▶ **Task item**:
Find all lines in the records that include the word "image", and copy them out.

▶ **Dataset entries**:
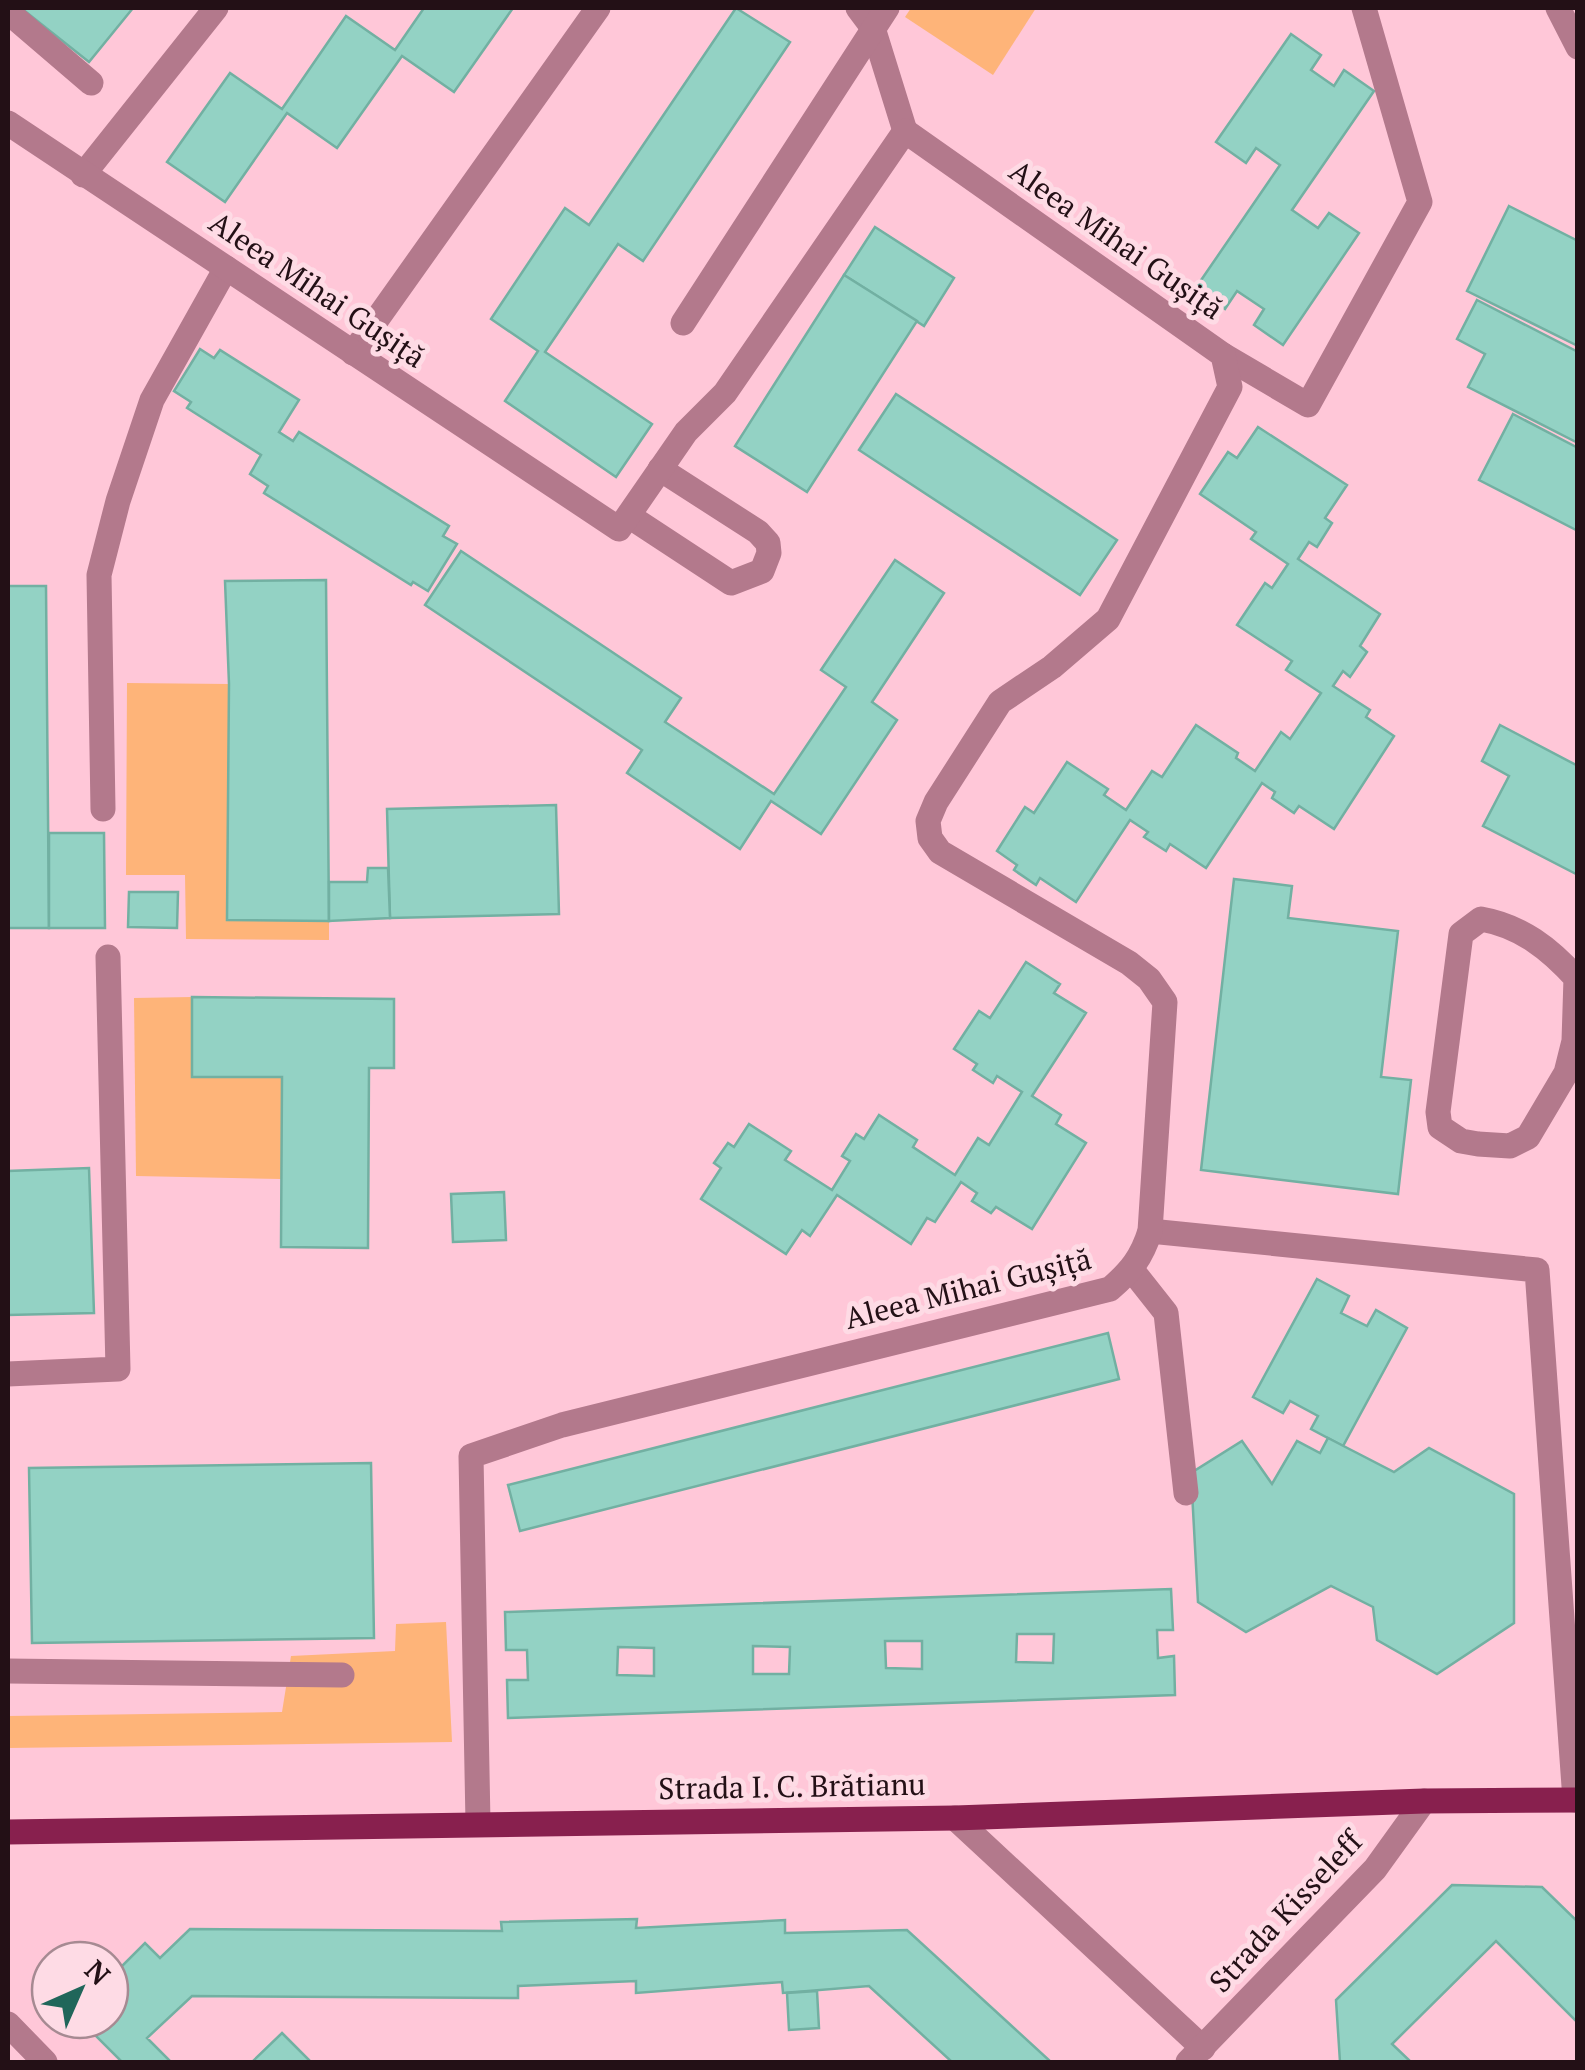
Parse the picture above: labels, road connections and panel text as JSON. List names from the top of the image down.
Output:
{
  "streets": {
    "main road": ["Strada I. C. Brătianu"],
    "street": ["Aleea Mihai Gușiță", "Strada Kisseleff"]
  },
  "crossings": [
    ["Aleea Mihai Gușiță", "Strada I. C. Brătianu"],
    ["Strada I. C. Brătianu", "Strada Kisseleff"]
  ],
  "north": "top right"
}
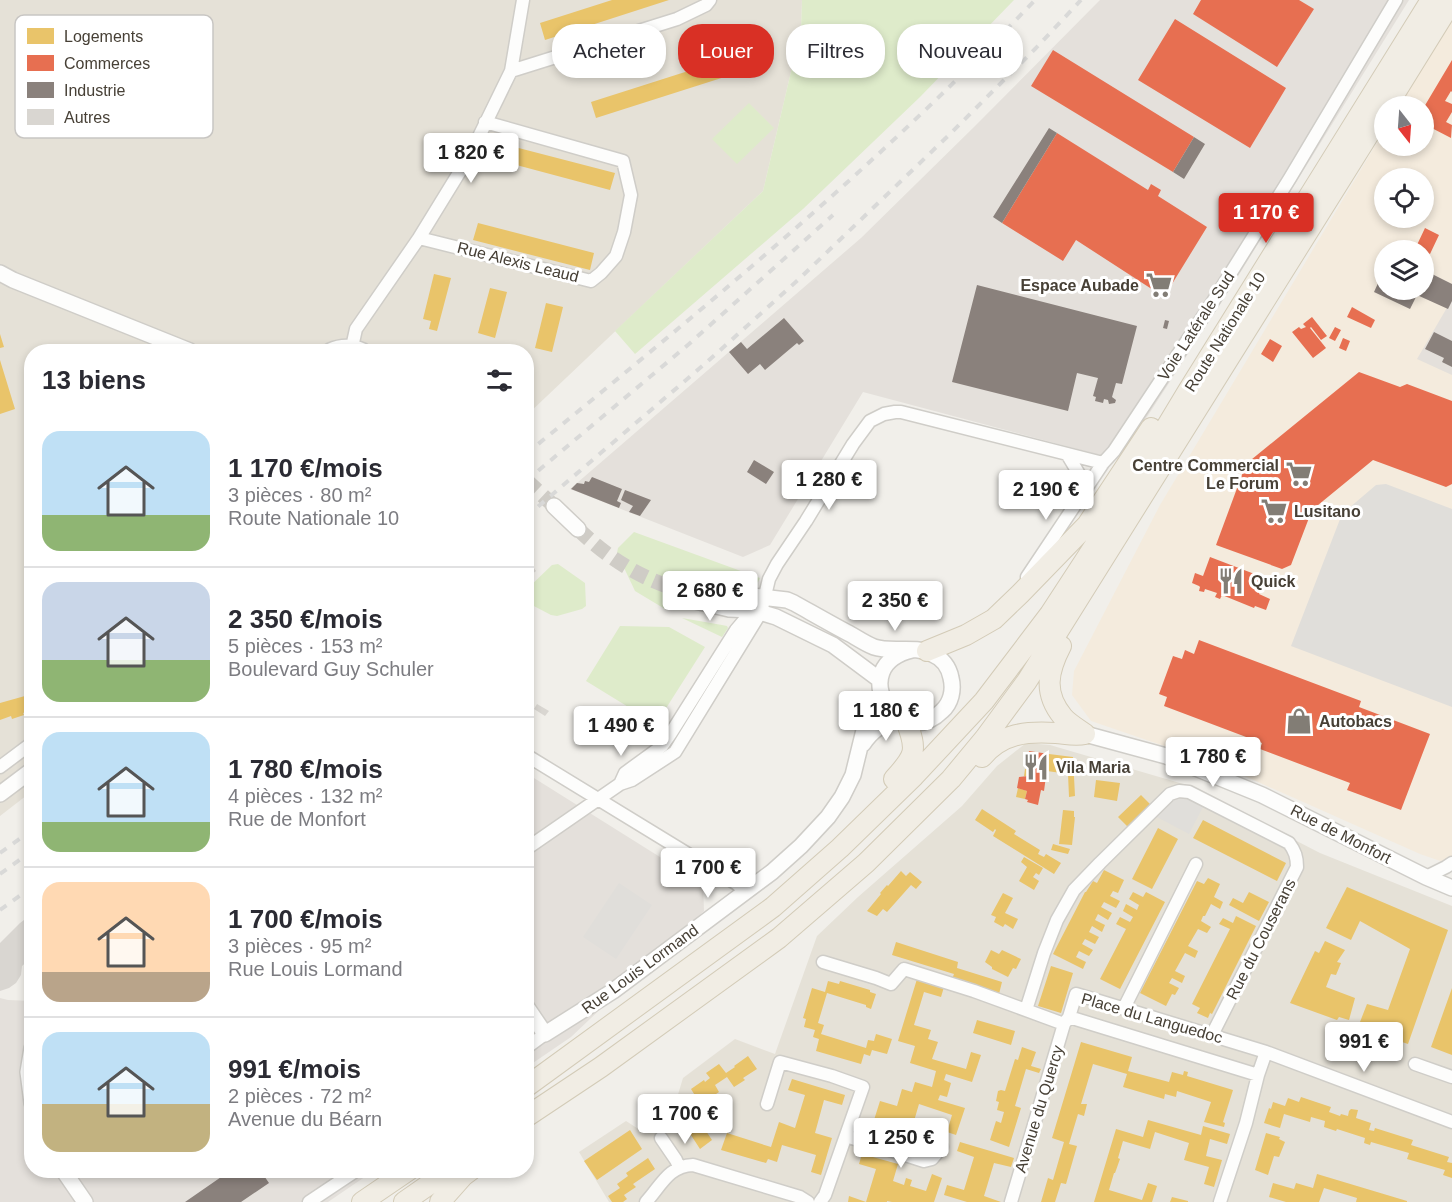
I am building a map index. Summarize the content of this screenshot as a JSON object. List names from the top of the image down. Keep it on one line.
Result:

▶ **Reply to the task**:
Parse the picture above: labels, road connections and panel text as JSON. List names from the top of the image down.
I am building a map index. Summarize the content of this screenshot as a JSON object. List names from the top of the image down. Keep it on one line.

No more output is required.